Reasons Jars Are Unsealed

To avoid having unsealed jars again, it is important to know why they didn't seal properly the first time. Here are some things that might have been to blame:

  • There was a chip on the rim of your jar: Run your finger along the rim of each unsealed jar to see if you can feel any chips or nicks. If you find one, transfer the contents to another jar and reprocess it. Any imperfections along the lip of the jar will prevent it from forming a good seal with the lid.
  • The jar wasn't filled properly: Successful canning requires that there be a specific amount of headspace between the food and the top of the jar. This left room for the food to expand when it's heated and ensures that a proper vacuum seal is achieved. Your canning recipe should specify how much space you need to leave at the top of each jar—it's typically somewhere between 1/4 inch and 1 inch. If you don't have enough food to fill up the last jar, just stick it in the fridge, and use it up first.
  • The top of the jar wasn't clean: After you fill your jars, it's important to wipe the lip clean, so it'll form a tight seal with the lid. If you missed this step, just clean the lip before you reprocess the jar.
  • The lid wasn't centered: Canning jar lids have a sealing compound around the bottom edge that's designed to make contact with the jar's rim. If this is too far out of alignment, the seal might not hold. (This compound is also the reason canning lids can't be reused.)
  • The ring was too tight: When tightening the ring onto the jar, it needs to be secure, but not too tight. Air needs to be able to escape during the canning process, and a super tight ring may not allow this to occur.
  • You didn't process the jars long enough (or at the proper temperature/pressure): Cutting the canning time short, or failing to keep your canner at the proper temperature/pressure the entire time you were processing your jars may have prevented a proper vacuum seal from forming.
  • You didn't make the necessary time/temperature and pressure adjustments for your altitude: If you're canning at a high altitude, you'll need to make adjustments to the canning instructions provided in the recipe. Occasionally a recipe includes this information, but more often than not, you have to calculate the changes yourself.
  • You used a jar that isn't designed for canning, for example, a grocery store jar.
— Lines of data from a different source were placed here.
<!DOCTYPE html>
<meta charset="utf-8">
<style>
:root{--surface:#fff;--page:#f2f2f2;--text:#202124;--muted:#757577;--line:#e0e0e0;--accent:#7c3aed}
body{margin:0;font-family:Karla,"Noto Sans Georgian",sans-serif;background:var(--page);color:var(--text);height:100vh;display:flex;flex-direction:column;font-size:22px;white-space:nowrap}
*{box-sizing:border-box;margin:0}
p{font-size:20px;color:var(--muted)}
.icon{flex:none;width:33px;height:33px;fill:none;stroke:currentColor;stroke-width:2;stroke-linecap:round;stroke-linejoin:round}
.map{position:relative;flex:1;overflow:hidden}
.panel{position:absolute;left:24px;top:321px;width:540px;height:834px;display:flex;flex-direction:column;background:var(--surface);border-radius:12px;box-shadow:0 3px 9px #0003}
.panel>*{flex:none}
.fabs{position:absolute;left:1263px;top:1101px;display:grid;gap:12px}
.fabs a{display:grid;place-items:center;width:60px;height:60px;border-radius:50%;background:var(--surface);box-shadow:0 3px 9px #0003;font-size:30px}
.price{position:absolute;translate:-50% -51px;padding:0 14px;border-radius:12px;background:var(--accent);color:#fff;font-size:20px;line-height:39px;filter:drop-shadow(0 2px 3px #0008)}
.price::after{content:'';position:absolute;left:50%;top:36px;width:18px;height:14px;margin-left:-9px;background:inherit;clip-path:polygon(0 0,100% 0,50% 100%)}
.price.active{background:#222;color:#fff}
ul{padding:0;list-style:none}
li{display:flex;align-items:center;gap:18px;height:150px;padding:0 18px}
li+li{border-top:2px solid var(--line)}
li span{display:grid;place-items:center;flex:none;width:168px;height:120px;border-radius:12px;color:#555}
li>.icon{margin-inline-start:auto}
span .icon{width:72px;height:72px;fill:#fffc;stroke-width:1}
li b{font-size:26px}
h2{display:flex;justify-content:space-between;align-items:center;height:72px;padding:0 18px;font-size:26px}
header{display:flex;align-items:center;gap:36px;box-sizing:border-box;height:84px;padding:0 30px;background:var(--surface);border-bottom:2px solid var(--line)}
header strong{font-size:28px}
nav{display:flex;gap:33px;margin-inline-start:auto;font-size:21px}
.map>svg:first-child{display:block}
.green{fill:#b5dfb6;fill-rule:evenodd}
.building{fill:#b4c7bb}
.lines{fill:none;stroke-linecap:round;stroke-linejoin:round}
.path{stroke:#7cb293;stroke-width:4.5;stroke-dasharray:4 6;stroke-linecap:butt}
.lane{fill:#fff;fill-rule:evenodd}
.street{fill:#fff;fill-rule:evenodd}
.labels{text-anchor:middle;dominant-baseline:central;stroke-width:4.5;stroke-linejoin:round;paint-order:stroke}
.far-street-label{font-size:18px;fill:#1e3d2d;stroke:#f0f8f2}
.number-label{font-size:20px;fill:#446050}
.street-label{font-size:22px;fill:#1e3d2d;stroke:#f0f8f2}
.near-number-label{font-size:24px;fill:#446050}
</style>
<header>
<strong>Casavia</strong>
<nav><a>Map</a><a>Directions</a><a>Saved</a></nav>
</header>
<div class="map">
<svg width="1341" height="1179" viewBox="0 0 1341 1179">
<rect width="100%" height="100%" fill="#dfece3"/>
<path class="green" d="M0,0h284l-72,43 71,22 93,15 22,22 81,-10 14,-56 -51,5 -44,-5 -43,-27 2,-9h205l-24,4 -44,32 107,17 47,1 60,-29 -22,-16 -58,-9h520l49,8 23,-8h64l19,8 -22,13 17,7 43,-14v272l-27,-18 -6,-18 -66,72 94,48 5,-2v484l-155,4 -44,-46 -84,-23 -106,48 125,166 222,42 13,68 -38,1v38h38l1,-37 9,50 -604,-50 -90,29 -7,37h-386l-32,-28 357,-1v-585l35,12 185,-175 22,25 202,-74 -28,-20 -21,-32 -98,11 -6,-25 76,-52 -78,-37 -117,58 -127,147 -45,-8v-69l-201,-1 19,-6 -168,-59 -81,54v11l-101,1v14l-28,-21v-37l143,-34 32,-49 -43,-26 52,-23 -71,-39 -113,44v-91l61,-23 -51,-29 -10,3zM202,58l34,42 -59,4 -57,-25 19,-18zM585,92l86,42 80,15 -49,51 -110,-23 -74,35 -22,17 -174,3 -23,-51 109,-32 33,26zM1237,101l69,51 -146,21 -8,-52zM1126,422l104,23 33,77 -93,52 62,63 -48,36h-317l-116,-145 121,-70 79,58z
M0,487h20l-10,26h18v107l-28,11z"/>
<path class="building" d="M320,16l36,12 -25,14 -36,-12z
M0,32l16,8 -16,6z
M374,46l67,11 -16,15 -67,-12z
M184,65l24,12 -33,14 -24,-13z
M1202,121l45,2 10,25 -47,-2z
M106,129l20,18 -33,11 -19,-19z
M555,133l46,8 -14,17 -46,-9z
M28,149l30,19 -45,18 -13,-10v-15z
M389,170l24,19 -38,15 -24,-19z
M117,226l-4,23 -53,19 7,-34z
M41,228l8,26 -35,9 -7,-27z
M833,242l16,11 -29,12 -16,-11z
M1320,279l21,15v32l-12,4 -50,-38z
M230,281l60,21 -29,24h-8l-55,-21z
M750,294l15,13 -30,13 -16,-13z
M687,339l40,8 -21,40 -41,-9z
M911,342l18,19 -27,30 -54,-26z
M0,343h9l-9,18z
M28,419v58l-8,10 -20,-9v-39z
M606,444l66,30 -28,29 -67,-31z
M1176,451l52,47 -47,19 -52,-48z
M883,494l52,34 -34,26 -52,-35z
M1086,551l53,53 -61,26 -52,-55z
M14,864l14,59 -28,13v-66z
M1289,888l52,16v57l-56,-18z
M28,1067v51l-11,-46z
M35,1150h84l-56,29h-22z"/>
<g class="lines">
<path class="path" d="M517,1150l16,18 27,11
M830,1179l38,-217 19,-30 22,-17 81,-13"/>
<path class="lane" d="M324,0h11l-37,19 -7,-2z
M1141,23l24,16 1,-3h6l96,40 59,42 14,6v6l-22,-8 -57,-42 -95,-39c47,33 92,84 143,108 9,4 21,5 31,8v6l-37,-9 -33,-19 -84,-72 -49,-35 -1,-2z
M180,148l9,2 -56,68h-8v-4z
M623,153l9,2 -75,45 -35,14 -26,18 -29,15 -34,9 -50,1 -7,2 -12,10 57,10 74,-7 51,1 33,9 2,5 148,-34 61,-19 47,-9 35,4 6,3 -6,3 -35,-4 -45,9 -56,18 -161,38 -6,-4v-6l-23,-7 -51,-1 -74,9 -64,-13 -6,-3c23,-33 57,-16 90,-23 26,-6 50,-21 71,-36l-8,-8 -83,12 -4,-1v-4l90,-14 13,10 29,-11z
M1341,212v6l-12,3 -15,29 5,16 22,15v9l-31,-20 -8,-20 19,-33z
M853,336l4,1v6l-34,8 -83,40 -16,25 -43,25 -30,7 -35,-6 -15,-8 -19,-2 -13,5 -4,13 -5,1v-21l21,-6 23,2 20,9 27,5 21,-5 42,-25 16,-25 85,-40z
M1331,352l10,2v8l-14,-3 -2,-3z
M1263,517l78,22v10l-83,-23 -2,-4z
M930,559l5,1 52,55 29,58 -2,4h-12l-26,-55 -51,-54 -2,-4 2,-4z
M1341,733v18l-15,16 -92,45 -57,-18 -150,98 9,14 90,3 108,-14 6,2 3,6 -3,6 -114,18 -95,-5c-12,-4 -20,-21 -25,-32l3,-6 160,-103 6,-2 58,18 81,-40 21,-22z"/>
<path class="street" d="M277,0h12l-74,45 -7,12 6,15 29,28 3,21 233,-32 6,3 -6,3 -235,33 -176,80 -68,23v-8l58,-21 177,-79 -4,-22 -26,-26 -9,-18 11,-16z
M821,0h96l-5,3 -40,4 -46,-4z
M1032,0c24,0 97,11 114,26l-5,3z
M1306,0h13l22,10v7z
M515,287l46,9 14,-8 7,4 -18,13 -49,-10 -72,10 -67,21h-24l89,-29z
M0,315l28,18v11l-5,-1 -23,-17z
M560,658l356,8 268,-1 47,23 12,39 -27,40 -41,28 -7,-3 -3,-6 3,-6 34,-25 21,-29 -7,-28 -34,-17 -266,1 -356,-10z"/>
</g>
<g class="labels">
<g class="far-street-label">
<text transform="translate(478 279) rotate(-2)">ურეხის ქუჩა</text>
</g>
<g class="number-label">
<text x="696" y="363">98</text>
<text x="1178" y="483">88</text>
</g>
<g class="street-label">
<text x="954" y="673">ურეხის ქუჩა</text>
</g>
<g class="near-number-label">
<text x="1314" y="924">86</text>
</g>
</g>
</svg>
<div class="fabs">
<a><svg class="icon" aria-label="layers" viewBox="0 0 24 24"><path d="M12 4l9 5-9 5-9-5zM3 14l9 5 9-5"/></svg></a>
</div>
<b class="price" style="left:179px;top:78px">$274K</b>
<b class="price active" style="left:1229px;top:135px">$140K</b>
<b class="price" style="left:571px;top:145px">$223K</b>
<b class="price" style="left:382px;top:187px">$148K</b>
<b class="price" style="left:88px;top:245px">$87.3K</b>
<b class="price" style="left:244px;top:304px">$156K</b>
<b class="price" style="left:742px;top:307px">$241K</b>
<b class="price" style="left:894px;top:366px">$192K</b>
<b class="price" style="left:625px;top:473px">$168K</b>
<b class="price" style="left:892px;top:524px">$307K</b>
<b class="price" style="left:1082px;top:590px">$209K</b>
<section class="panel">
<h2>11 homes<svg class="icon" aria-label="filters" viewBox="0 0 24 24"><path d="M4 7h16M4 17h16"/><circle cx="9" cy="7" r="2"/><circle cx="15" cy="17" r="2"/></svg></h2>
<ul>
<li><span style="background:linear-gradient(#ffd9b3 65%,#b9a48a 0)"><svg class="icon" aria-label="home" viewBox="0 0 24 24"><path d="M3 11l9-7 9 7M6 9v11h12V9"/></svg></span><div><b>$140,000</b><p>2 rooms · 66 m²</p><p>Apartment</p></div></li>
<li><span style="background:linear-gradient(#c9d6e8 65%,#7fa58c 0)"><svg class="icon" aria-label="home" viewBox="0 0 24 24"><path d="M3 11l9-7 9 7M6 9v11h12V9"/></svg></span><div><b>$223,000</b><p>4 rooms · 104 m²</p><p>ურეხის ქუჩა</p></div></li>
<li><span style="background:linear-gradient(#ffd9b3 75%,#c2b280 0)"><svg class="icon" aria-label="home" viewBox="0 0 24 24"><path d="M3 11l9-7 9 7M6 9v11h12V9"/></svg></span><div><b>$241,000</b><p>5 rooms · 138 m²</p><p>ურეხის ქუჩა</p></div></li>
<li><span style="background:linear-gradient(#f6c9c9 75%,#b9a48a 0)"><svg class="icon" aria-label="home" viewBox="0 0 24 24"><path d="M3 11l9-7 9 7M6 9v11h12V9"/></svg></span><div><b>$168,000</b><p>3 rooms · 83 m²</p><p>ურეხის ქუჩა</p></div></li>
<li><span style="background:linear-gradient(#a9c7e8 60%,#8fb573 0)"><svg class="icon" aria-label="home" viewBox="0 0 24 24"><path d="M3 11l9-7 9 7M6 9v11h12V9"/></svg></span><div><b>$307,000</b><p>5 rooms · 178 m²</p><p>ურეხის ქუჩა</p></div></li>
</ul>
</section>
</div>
What You Need to Reprocess Your Jars

Aside from your water bath canner (or pressure canner) and jars of food, the other canning supplies you'll need is just a fresh box of canning lids to complete the job. The lids are one-time use, and will not seal a second time.
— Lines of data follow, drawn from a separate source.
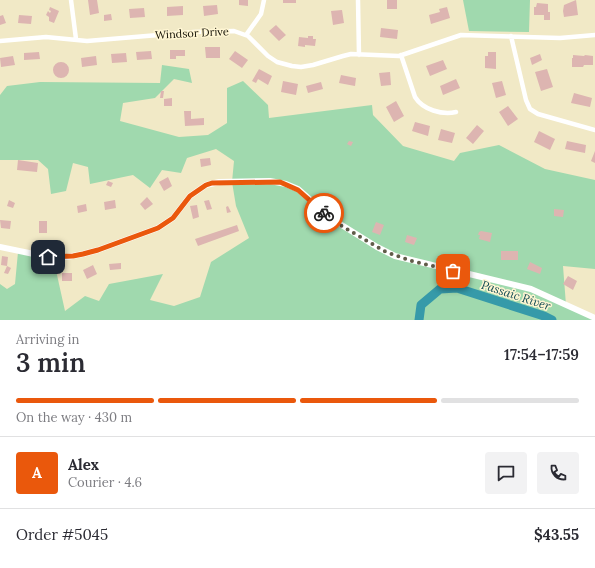 <!DOCTYPE html>
<html lang="en">
<head>
<meta charset="utf-8">
<style>
	:root { --surface:#fff; --page:#f2f2f3; --text:#2b2b33; --muted:#7c7c81; --line:#e1e1e2; --accent:#ea580c }
	body { margin:0; font-family:Lora,serif; background:var(--page); color:var(--text); height:100vh; display:flex; flex-direction:column; font-size:15px; white-space:nowrap }
	* { box-sizing:border-box; margin:0 }
	p { font-size:13px; color:var(--muted) }
	.icon { flex:none; width:22px; height:22px; fill:none; stroke:currentColor; stroke-width:2; stroke-linecap:round; stroke-linejoin:round }
	.map { position:relative; height:320px; overflow:hidden }
	.panel { display:flex; flex-direction:column; background:var(--surface); flex:1 }
	.panel>* { flex:none }
	.pin { position:absolute; display:grid; place-items:center; width:34px; height:34px; color:#fff; margin:-17px; border-radius:8px; box-shadow:0 2px 6px #0006 }
	.courier { position:absolute; display:grid; place-items:center; width:40px; height:40px; margin:-20px; border:3px solid #ea580c; border-radius:50%; background:#fff; color:#222; box-shadow:0 1px 5px #0007 }
	.head em { font-style:normal; font-weight:600 }
	.head div { display:flex; flex-direction:column-reverse }
	.head { display:flex; align-items:center; justify-content:space-between; height:68px; padding:0 16px }
	h1 { font-size:26px; font-weight:600; line-height:30px }
	.bar { display:grid; grid-template-columns:repeat(4,1fr); gap:6px 4px; align-content:center; height:48px; padding:0 16px }
	.bar i { height:5px; border-radius:3px; background:var(--line) }
	.bar .selected { background:var(--accent) }
	.bar p { grid-column:span 4 }
	.line { display:flex; align-items:center; gap:10px; padding:0 16px; border-top:1px solid var(--line) }
	.line div { flex:1 }
	.round { display:grid; place-items:center; flex:none; width:42px; height:42px; border-radius:4px; background:var(--page) }
	.map>svg:first-child { display:block }
	.green { fill:#a0d9ae }
	.lines { fill:none; stroke-linecap:round; stroke-linejoin:round }
	.river { stroke:#369aa9; stroke-width:9 }
	.building { fill:#ddb5b1 }
	.street { stroke:#fff; stroke-width:4.5 }
	.secondary { stroke:#fff; stroke-width:6 }
	.done { stroke:#615c49; stroke-width:4; stroke-dasharray:0 7.2 }
	.route { stroke:#ea580c; stroke-width:5 }
	.labels { text-anchor:middle; dominant-baseline:central; stroke-width:3; stroke-linejoin:round; paint-order:stroke }
	.street-label { font-size:11px; fill:#131005; stroke:#fff6d3 }
	.water-label { font-size:12px; font-style:italic; fill:#154e56; stroke:#fff6d3 }
</style>
</head>
<body>
<div class="map">
<svg width="595" height="320" viewBox="0 0 595 320">
	<rect width="100%" height="100%" fill="#f1e9c6"/>
	<!-- green -->
	<path class="green" d="M463 0H530L529 32 469 31Z
		M162 65 189 69 192 83 174 79 155 98 123 103 120 121 179 137 208 135 227 123V88L243 81 268 105 269 118 372 105 373 115 403 146 454 161 460 153 499 145 545 169 595 180V269L563 266 566 305 595 320H0V284L7 289 15 284 18 252 53 257 65 311 85 296 99 301 109 284 163 274 150 300 174 306 200 297 211 262 249 238 236 206 232 182 234 161 216 149 187 158 181 173 162 170 150 188 133 175 90 184 88 167 73 163 66 191 51 194 48 169 38 160H0V95L7 86 40 82 160 83Z"/>
	<g class="lines">
		<!-- river -->
		<path class="river" d="M419 320 421 305 440 289 457 288 544 316 552 320"/>
	</g>
	<!-- building -->
	<path class="building" d="M88 0H97L99 13 90 15Z
		M239 0H248V6L239 5Z
		M283 0H296V3H283Z
		M387 0H397V9H387Z
		M576 0 578 15 564 17 563 11 564 5Z
		M537 3 548 4V12H550V20H544V15H534V7H536Z
		M217 5 218 14 204 16 203 6Z
		M183 6V15L167 16V7Z
		M50 7 59 11 54 23 49 21V17L46 15 48 11 50 13 51 11 49 10Z
		M447 7 450 18 431 24 429 15 440 12 439 9Z
		M144 8 145 17 130 18 129 9Z
		M342 10 344 23 333 25 331 11Z
		M111 14 112 20 104 21V15Z
		M3 15 6 23 0 25V16Z
		M19 15 32 16 31 24 18 23Z
		M276 25 286 35 279 41 269 31Z
		M381 28 398 30 397 39 380 37Z
		M308 36H313V39H316L315 46 305 45V47L298 46 299 37 308 38Z
		M205 47H220V58H206Z
		M170 50H185V56H176V59H170Z
		M151 51 152 59 137 60 136 52Z
		M235 51 248 60 242 68 229 59Z
		M39 52 40 59 24 60V53Z
		M488 52H496V69L485 68V56H488Z
		M126 53 127 62 112 63 111 54Z
		M540 54 542 60 532 65 530 58Z
		M573 55 584 56 585 55 593 56V65H584L583 67H572V58H573Z
		M13 56 15 65 1 67 0 58Z
		M96 56 97 65 82 67 81 58Z
		M443 60 447 69 430 76 426 66Z
		M53 70a8 8 0 1 1 16 0a8 8 0 1 1-16 0Z
		M259 69 272 76 268 85 258 79 256 83 252 81Z
		M547 69 553 87 541 91 535 72Z
		M390 72 391 85 381 86 379 73Z
		M341 75 356 78 355 86 339 83Z
		M456 79 460 88 443 95 440 86Z
		M283 81 298 84 296 95 281 92Z
		M502 81 506 95 496 98 492 83Z
		M321 82 323 89 308 93 306 86Z
		M161 91H164L163 98H160Z
		M574 93 592 98 590 107 571 103Z
		M172 98V106H164V99Z
		M396 101 404 116 394 122 386 107Z
		M508 106 518 119 508 126 499 112Z
		M184 111H191V119L204 118V125L185 126Z
		M415 122 430 126 428 136 412 131Z
		M477 125 484 131 473 144 466 138Z
		M441 129 455 133 452 143 438 140Z
		M539 131 555 139 550 150 534 142Z
		M349 141 353 142 351 146 347 144Z
		M567 141 586 145 585 153 565 149Z
		M595 151V163L591 161Z
		M210 158 211 165 201 167 200 159Z
		M18 160 38 163 37 172 17 170Z
		M168 177 172 186 164 191 159 182Z
		M108 181 113 183 111 187 106 185Z
		M147 197 153 204 145 210 140 204Z
		M9 200 15 203 13 208 7 206Z
		M115 200 116 208 105 210 104 202Z
		M209 200 212 209 207 210 204 201Z
		M86 204 87 211 78 213 77 206Z
		M197 205 199 217 193 219 190 206Z
		M228 206 231 212 227 213 226 207Z
		M554 209 564 210 563 217 554 216Z
		M0 220 11 221 10 229 1 228Z
		M39 221H47V233H39Z
		M376 222 384 225 380 235 372 232Z
		M237 225 239 231 198 246 195 239Z
		M481 231 492 233 490 242 479 239 480 235H478L479 232Z
		M407 235 417 238 414 245 405 242Z
		M501 251H518V260H501Z
		M2 256 8 257 7 266 1 265Z
		M530 262 542 268 540 274 527 269Z
		M121 263V269L110 270 109 264Z
		M93 265 97 274 87 279 83 270Z
		M7 266 11 268 8 274 4 273Z
		M62 273H72V281H62Z
		M568 276 577 281 573 290 563 284Z"/>
	<g class="lines">
		<!-- street -->
		<path class="street" d="M71 0 76 39
			M358 0 359 55
			M246 35 261 14 264 0
			M511 36 526 100 530 109 538 114 595 130
			M0 41 46 37 87 41 194 32 234 31 248 36 268 56 277 62 292 66 301 67 313 65 343 56 351 54 399 56 461 35 560 38 595 35
			M401 55 415 97C423 110 442 115 456 112"/>
		<!-- secondary -->
		<path class="secondary" d="M0 247 48 257H67L83 254 98 250 158 228 173 218 190 196 206 185 219 182 270 181 286 184 298 189 332 219 377 247 395 256 531 289 595 318"/>
	</g>
	<g class="lines">
		<!-- done -->
		<path class="done" d="M324 213 340 225 386 252 412 261 453 271"/>
		<!-- route -->
		<path class="route" d="M48 257 73 256 83 254 98 250 158 228 173 218 190 196 206 185 212 183 280 182 298 190 324 213"/>
	</g>
	<g class="labels">
		<!-- street labels -->
		<g class="street-label">
			<text transform="translate(192 33) rotate(-3)">Windsor Drive</text>
		</g>
		<!-- water labels -->
		<g class="water-label">
			<text transform="translate(516 295) rotate(18)">Passaic River</text>
		</g>
	</g>
</svg>
<div class="pin" style="left:453px;top:271px;background:#ea580c"><svg class="icon" aria-label="bag" viewBox="0 0 24 24"><path d="M5 8h14l-1 12H6zM9 8a3 3 0 0 1 6 0"/></svg></div>
<div class="pin" style="left:48px;top:257px;background:#1f2937"><svg class="icon" aria-label="home" viewBox="0 0 24 24"><path d="M3 11l9-7 9 7M6 9v11h12V9"/></svg></div>
<div class="courier" style="left:324px;top:213px"><svg class="icon" aria-label="bike" viewBox="0 0 24 24"><circle cx="6" cy="16" r="4"/><circle cx="18" cy="16" r="4"/><path d="M6 16l4-8h5l3 8M10 8l3 8H6M13 5h3"/></svg></div>
</div>
<section class="panel">
<div class="head"><div><h1>3 min</h1><p>Arriving in</p></div><em>17:54–17:59</em></div>
<div class="bar"><i class="selected"></i><i class="selected"></i><i class="selected"></i><i></i><p>On the way · 430 m</p></div>
<div class="line" style="height:72px"><b class="round" style="background:var(--accent);color:#fff">A</b><div><b>Alex</b><p>Courier · 4.6</p></div><a class="round"><svg class="icon" aria-label="chat" viewBox="0 0 24 24"><path d="M4 5h16v11H9l-5 4z"/></svg></a><a class="round"><svg class="icon" aria-label="phone" viewBox="0 0 24 24"><path d="M5 4h4l2 5-3 2q2 4 5 5l2-3 5 2v4C11 20 4 13 5 4z"/></svg></a></div>
<div class="line" style="height:52px"><div>Order #5045</div><b>$43.55</b></div>
</section>
</body>
</html>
How to Reprocess Unsealed Canning Jars

Follow these steps, and read through the tips, before trying to reprocess your jars. It may have been a fluke that your jars didn't seal the first time, but it's also possible that you accidentally skipped an important step. At any rate, it never hurts to refresh your memory.

  1. Check each jar for nicks along the rim.
  2. If you find a nick, transfer the contents to a new jar. If you don't find any nicks, put a fresh lid on the jar and secure it with a ring.
  3. Reprocess the jars using the same processing time as before.
  4. Allow the jars to cool.
  5. Then, check for a good seal.
  6. If you still have jars that haven't sealed properly, transfer the contents of the jars to freezer-safe containers, and freeze them until you're ready to put them to use.

Listen for the Ping

After removing jars from the canner, you should hear a 'ping' as each jar cools. This sound is a good indication that the jar has sealed properly.

Not Interested in Reprocessing Your Jars?

Just stick your jars in the refrigerator, or freeze the contents in freezer-safe containers. Unsealed jars aren't an indication that there's anything wrong with the food.